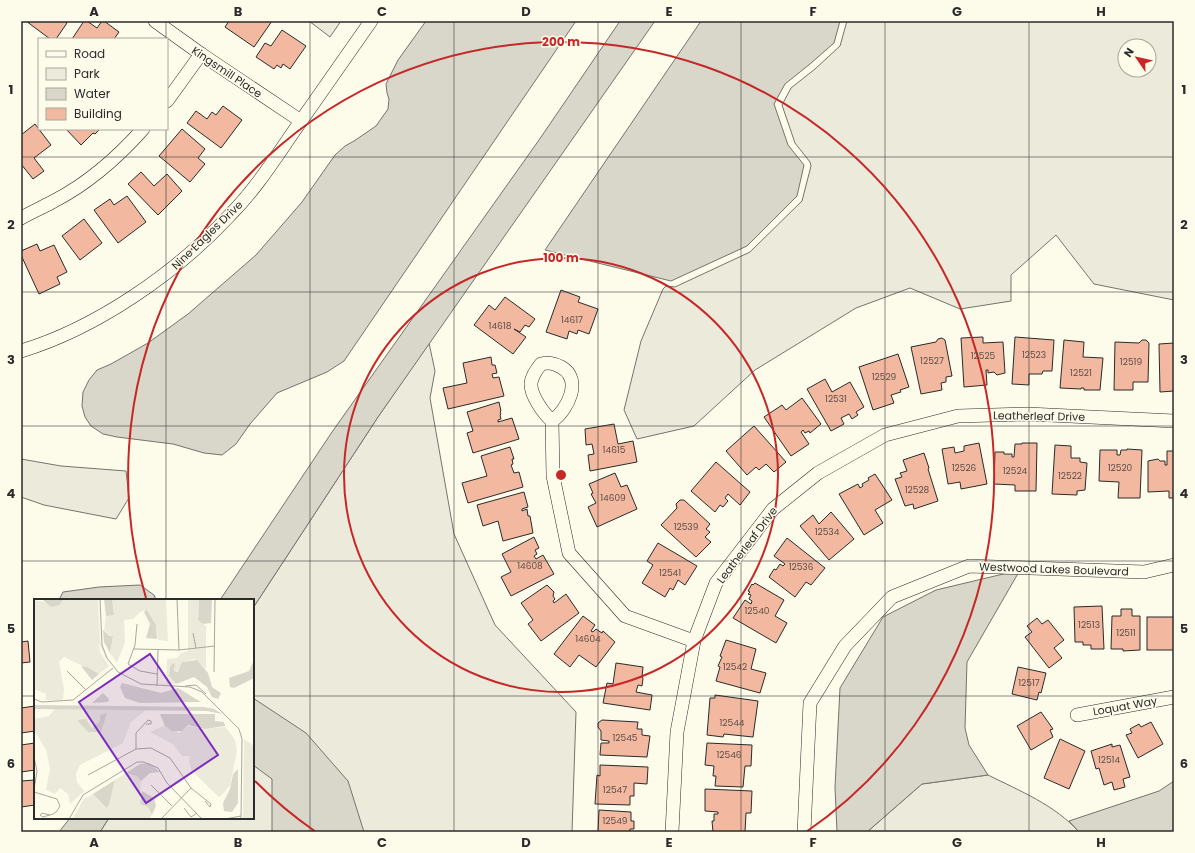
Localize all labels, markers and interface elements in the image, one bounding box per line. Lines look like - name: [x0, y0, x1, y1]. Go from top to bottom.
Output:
- text: A: [89, 2, 99, 21]
- text: B: [234, 2, 243, 21]
- text: C: [377, 2, 387, 21]
- text: D: [521, 2, 531, 21]
- text: E: [665, 2, 673, 21]
- text: F: [809, 2, 817, 21]
- text: G: [952, 2, 962, 21]
- text: H: [1096, 2, 1106, 21]
- text: 200 m: [542, 33, 580, 50]
- legend: [38, 38, 168, 130]
- north arrow: [1117, 38, 1157, 78]
- street label: Kingsmill Place: [189, 42, 266, 102]
- text: Road: [74, 45, 105, 62]
- text: N: [1120, 45, 1138, 60]
- text: Park: [74, 65, 101, 82]
- text: 1: [9, 80, 13, 99]
- text: 1: [1182, 80, 1186, 99]
- text: Water: [74, 85, 111, 102]
- text: Building: [74, 105, 122, 122]
- street label: Nine Eagles Drive: [168, 197, 246, 273]
- text: 2: [7, 215, 15, 234]
- text: 2: [1180, 215, 1188, 234]
- text: 100 m: [543, 249, 579, 266]
- house number: 14617: [561, 314, 583, 326]
- house number: 14618: [489, 320, 512, 332]
- house number: 12523: [1022, 349, 1046, 361]
- text: 3: [7, 350, 15, 369]
- house number: 12525: [971, 350, 996, 362]
- text: 3: [1180, 350, 1188, 369]
- house number: 12527: [920, 355, 944, 367]
- house number: 12519: [1120, 356, 1142, 368]
- house number: 12521: [1070, 367, 1092, 379]
- house number: 12529: [872, 371, 897, 383]
- house number: 12531: [825, 393, 847, 405]
- street label: Leatherleaf Drive: [993, 407, 1085, 425]
- house number: 14615: [603, 444, 626, 456]
- house number: 12526: [952, 462, 977, 474]
- house number: 12520: [1108, 462, 1133, 474]
- house number: 12524: [1003, 465, 1028, 477]
- centre of rings: [554, 468, 568, 482]
- house number: 12522: [1058, 470, 1082, 482]
- text: 4: [7, 484, 16, 503]
- house number: 12528: [905, 484, 930, 496]
- text: 4: [1180, 484, 1189, 503]
- house number: 14609: [600, 492, 626, 504]
- street label: Leatherleaf Drive: [713, 503, 781, 587]
- house number: 12539: [674, 521, 699, 533]
- house number: 12534: [815, 526, 840, 538]
- street label: Westwood Lakes Boulevard: [979, 558, 1129, 580]
- house number: 14608: [517, 560, 543, 572]
- house number: 12536: [789, 561, 814, 573]
- house number: 12541: [659, 567, 681, 579]
- inset map: [34, 599, 254, 819]
- house number: 12540: [744, 605, 770, 617]
- text: 5: [7, 619, 15, 638]
- house number: 12513: [1078, 619, 1100, 631]
- text: 5: [1180, 619, 1188, 638]
- house number: 12511: [1116, 627, 1136, 639]
- house number: 14604: [575, 633, 601, 645]
- house number: 12542: [723, 661, 747, 673]
- house number: 12517: [1018, 677, 1040, 689]
- street label: Loquat Way: [1092, 692, 1159, 720]
- house number: 12544: [719, 717, 745, 729]
- house number: 12545: [612, 732, 638, 744]
- house number: 12546: [716, 749, 742, 761]
- text: 6: [7, 754, 15, 773]
- house number: 12514: [1098, 754, 1120, 766]
- text: 6: [1180, 754, 1188, 773]
- house number: 12547: [603, 784, 627, 796]
- house number: 12549: [602, 815, 628, 827]
- text: A: [89, 833, 99, 852]
- text: B: [234, 833, 243, 852]
- text: C: [377, 833, 387, 852]
- text: D: [521, 833, 531, 852]
- text: E: [665, 833, 673, 852]
- text: F: [809, 833, 817, 852]
- text: G: [952, 833, 962, 852]
- text: H: [1096, 833, 1106, 852]

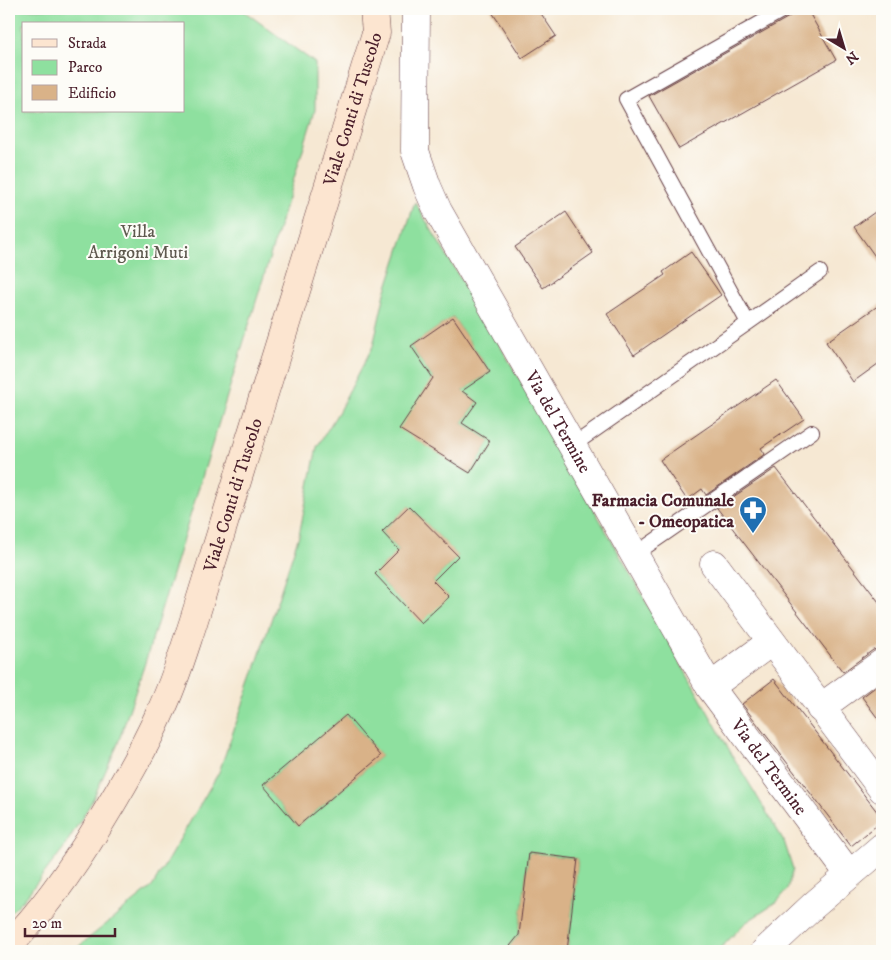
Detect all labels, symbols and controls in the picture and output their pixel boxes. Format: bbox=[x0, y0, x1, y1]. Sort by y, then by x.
legend bbox=[22, 22, 185, 112]
north arrow bbox=[818, 22, 868, 72]
street label: Viale Conti di Tuscolo bbox=[319, 30, 388, 190]
text: Strada bbox=[68, 34, 107, 53]
text: N bbox=[841, 47, 861, 68]
text: Parco bbox=[68, 58, 102, 77]
text: Edificio bbox=[68, 84, 116, 103]
park label: Villa Arrigoni Muti bbox=[88, 221, 188, 264]
street label: Via del Termine bbox=[519, 366, 595, 477]
street label: Viale Conti di Tuscolo bbox=[199, 415, 268, 576]
place label: Farmacia Comunale - Omeopatica bbox=[591, 490, 735, 533]
pharmacy icon: Farmacia Comunale - Omeopatica bbox=[738, 495, 768, 534]
street label: Via del Termine bbox=[725, 714, 811, 820]
scale bar bbox=[25, 905, 115, 937]
text: 20 m bbox=[32, 914, 62, 933]

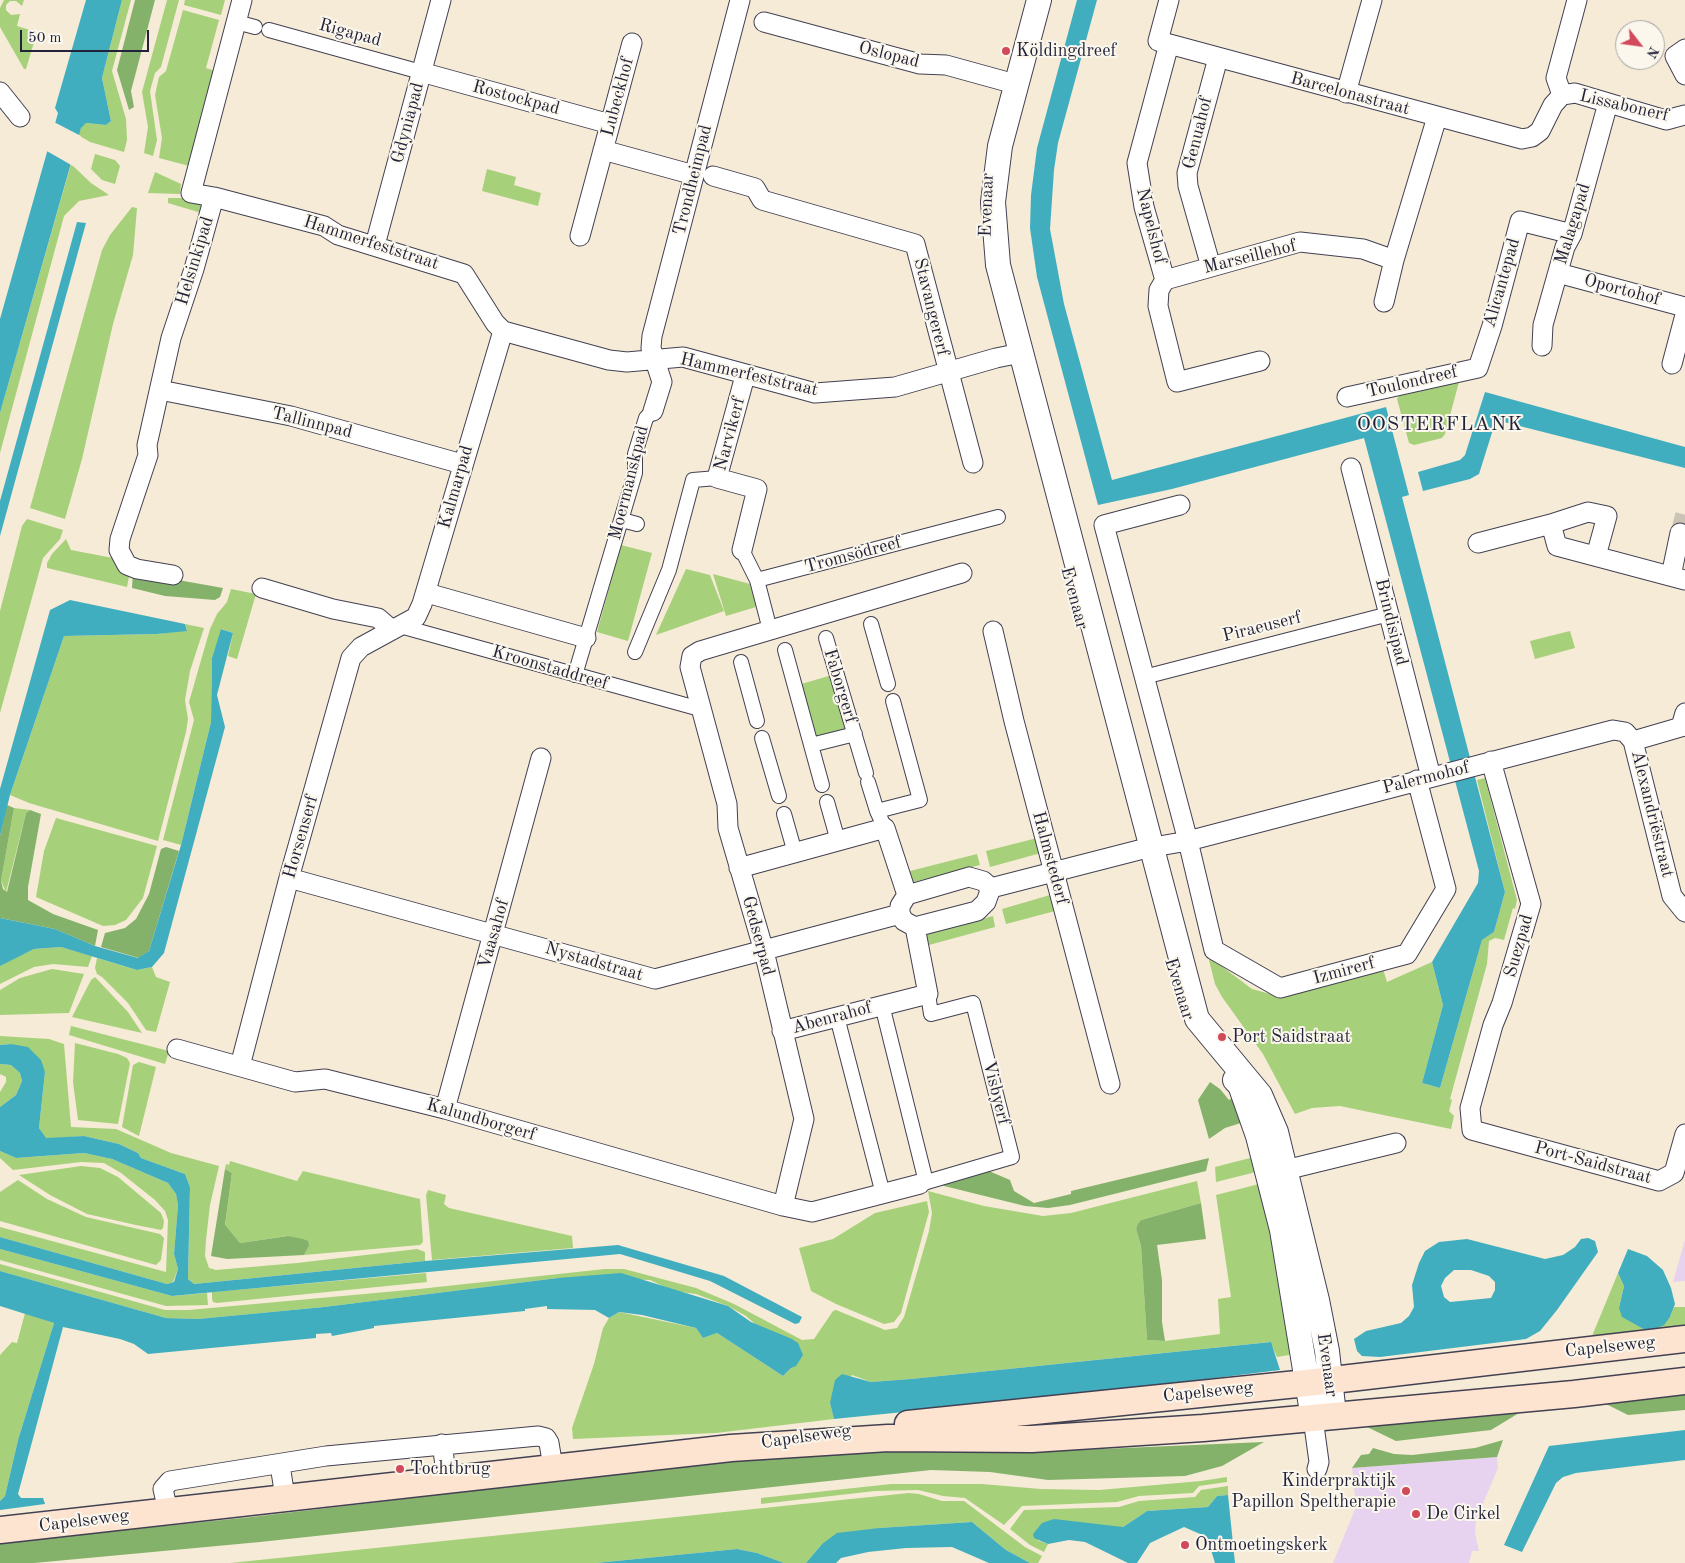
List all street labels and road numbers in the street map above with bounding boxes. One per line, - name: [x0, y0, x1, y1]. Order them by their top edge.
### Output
- street label: Rigapad: [316, 14, 384, 52]
- street label: Oslopad: [856, 37, 922, 73]
- street label: Lubeckhof: [597, 55, 639, 139]
- street label: Barcelonastraat: [1288, 68, 1412, 120]
- street label: Rostockpad: [470, 76, 562, 120]
- street label: Gdyniapad: [387, 80, 429, 166]
- street label: Lissabonerf: [1577, 85, 1671, 127]
- street label: Genuahof: [1179, 94, 1217, 172]
- street label: Trondheimpad: [669, 123, 717, 237]
- street label: Evenaar: [975, 173, 999, 237]
- street label: Malagapad: [1550, 181, 1596, 267]
- street label: Napelshof: [1131, 186, 1171, 266]
- street label: Hammerfeststraat: [301, 211, 441, 275]
- street label: Helsinkipad: [171, 214, 219, 308]
- street label: Marseillehof: [1201, 235, 1299, 279]
- street label: Alicantepad: [1479, 236, 1525, 330]
- street label: Stavangererf: [908, 256, 954, 358]
- street label: Oportohof: [1581, 269, 1663, 311]
- street label: Hammerfeststraat: [678, 349, 820, 401]
- street label: Toulondreef: [1364, 361, 1460, 403]
- street label: Narvikerf: [710, 395, 750, 473]
- street label: Tallinnpad: [269, 403, 355, 443]
- street label: Moermanskpad: [604, 423, 654, 543]
- street label: Kalmarpad: [434, 443, 478, 531]
- street label: Tromsödreef: [802, 532, 904, 578]
- street label: Evenaar: [1055, 564, 1093, 632]
- street label: Brindisipad: [1370, 576, 1412, 668]
- street label: Piraeuserf: [1220, 607, 1304, 647]
- street label: Kroonstaddreef: [489, 641, 611, 695]
- street label: Faborgerf: [818, 646, 862, 726]
- street label: Alexandriëstraat: [1626, 748, 1678, 880]
- street label: Palermohof: [1380, 757, 1472, 799]
- street label: Horsenserf: [279, 793, 323, 881]
- street label: Halmstederf: [1027, 809, 1073, 907]
- street label: Gedserpad: [737, 894, 779, 978]
- street label: Vaasahof: [474, 897, 514, 971]
- street label: Suezpad: [1500, 912, 1538, 980]
- street label: Nystadstraat: [542, 938, 646, 986]
- street label: Izmirerf: [1311, 952, 1377, 990]
- street label: Evenaar: [1159, 955, 1199, 1023]
- street label: Abenrahof: [790, 997, 874, 1039]
- street label: Visbyerf: [978, 1059, 1014, 1127]
- street label: Kalundborgerf: [424, 1094, 538, 1146]
- street label: Port-Saidstraat: [1532, 1137, 1654, 1189]
- street label: Evenaar: [1312, 1332, 1342, 1398]
- street label: Capelseweg: [1564, 1332, 1656, 1362]
- street label: Capelseweg: [1162, 1377, 1254, 1407]
- street label: Capelseweg: [760, 1420, 852, 1454]
- street label: Capelseweg: [38, 1505, 130, 1537]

________________

**What you are asked to do**
Scan the listing for the string "Tuscolo" and copy every line that carries it.

**Solution to this task**
street label: Viale Conti di Tuscolo bbox=[319, 30, 388, 190]
street label: Viale Conti di Tuscolo bbox=[199, 415, 268, 576]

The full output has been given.